▶ [WHAT TO WORK ON]: Your task is to find every line in the records that holds the string "name" and copy it.

****************

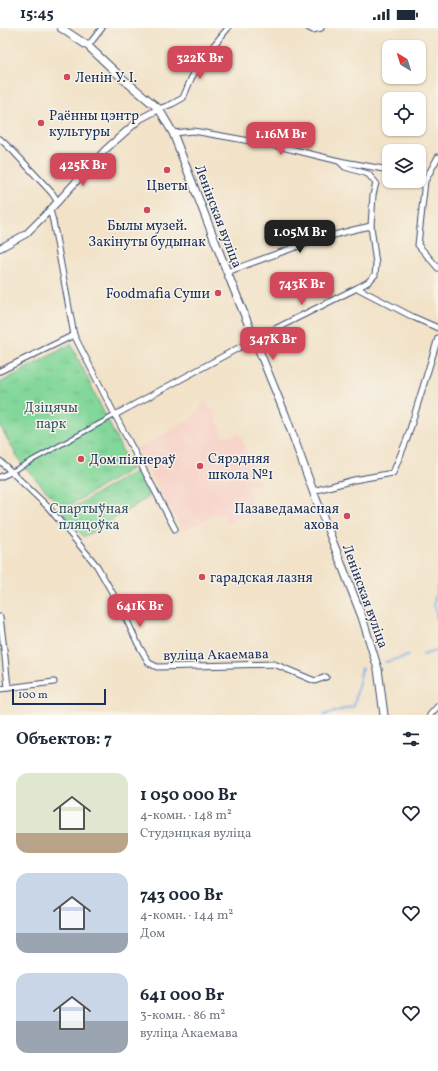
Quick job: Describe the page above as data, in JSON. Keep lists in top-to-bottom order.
{
  "streets": {
    "main road": ["Ленінская вуліца"],
    "street": ["вуліца Акаемава"]
  },
  "parks": ["Дзіцячы парк", "Спартыўная пляцоўка"],
  "places": [
    "Ленін У. І.",
    "Раённы цэнтр культуры",
    "Цветы",
    "Былы музей. Закінуты будынак",
    "Foodmafia Суши",
    "Дом піянераў",
    "Сярэдняя школа №1",
    "Пазаведамасная ахова",
    "гарадская лазня"
  ],
  "scale_bar": "100 m",
  "north": "top left",
  "page": {
    "status": "15:45",
    "price": [
      "322K Br",
      "1.16M Br",
      "425K Br",
      "1.05M Br",
      "743K Br",
      "347K Br",
      "641K Br"
    ],
    "scale": "100 m",
    "heading": "Объектов: 7",
    "list": [
      {
        "name": "1 050 000 Br",
        "note": "4-комн. · 148 m² · Студэнцкая вуліца"
      },
      {
        "name": "743 000 Br",
        "note": "4-комн. · 144 m² · Дом"
      },
      {
        "name": "641 000 Br",
        "note": "3-комн. · 86 m² · вуліца Акаемава"
      }
    ]
  }
}
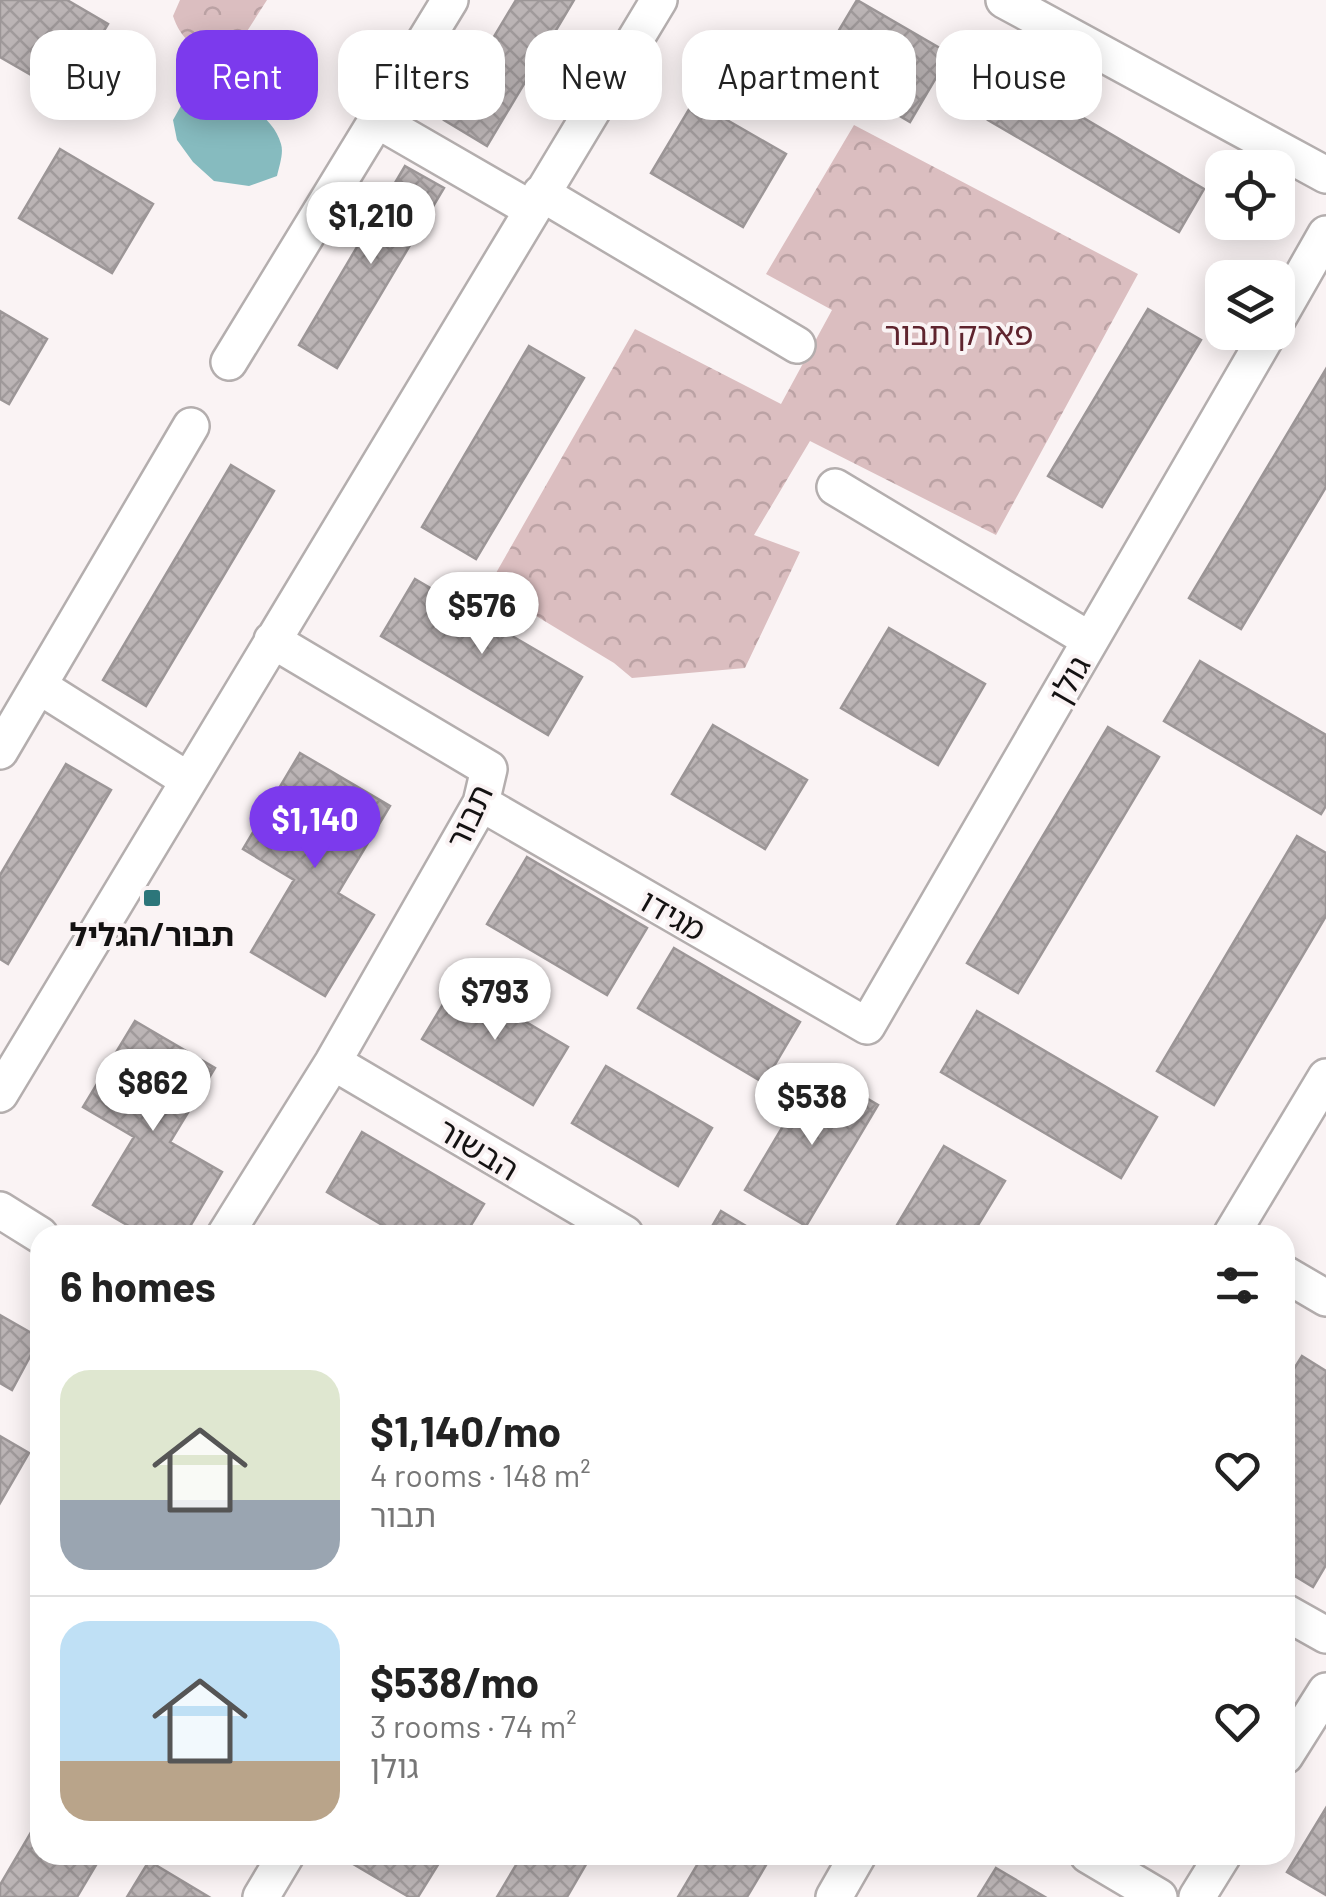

****************

▶ [EXERCISE ANSWER]:
        "name": "1 050 000 Br",
        "name": "743 000 Br",
        "name": "641 000 Br",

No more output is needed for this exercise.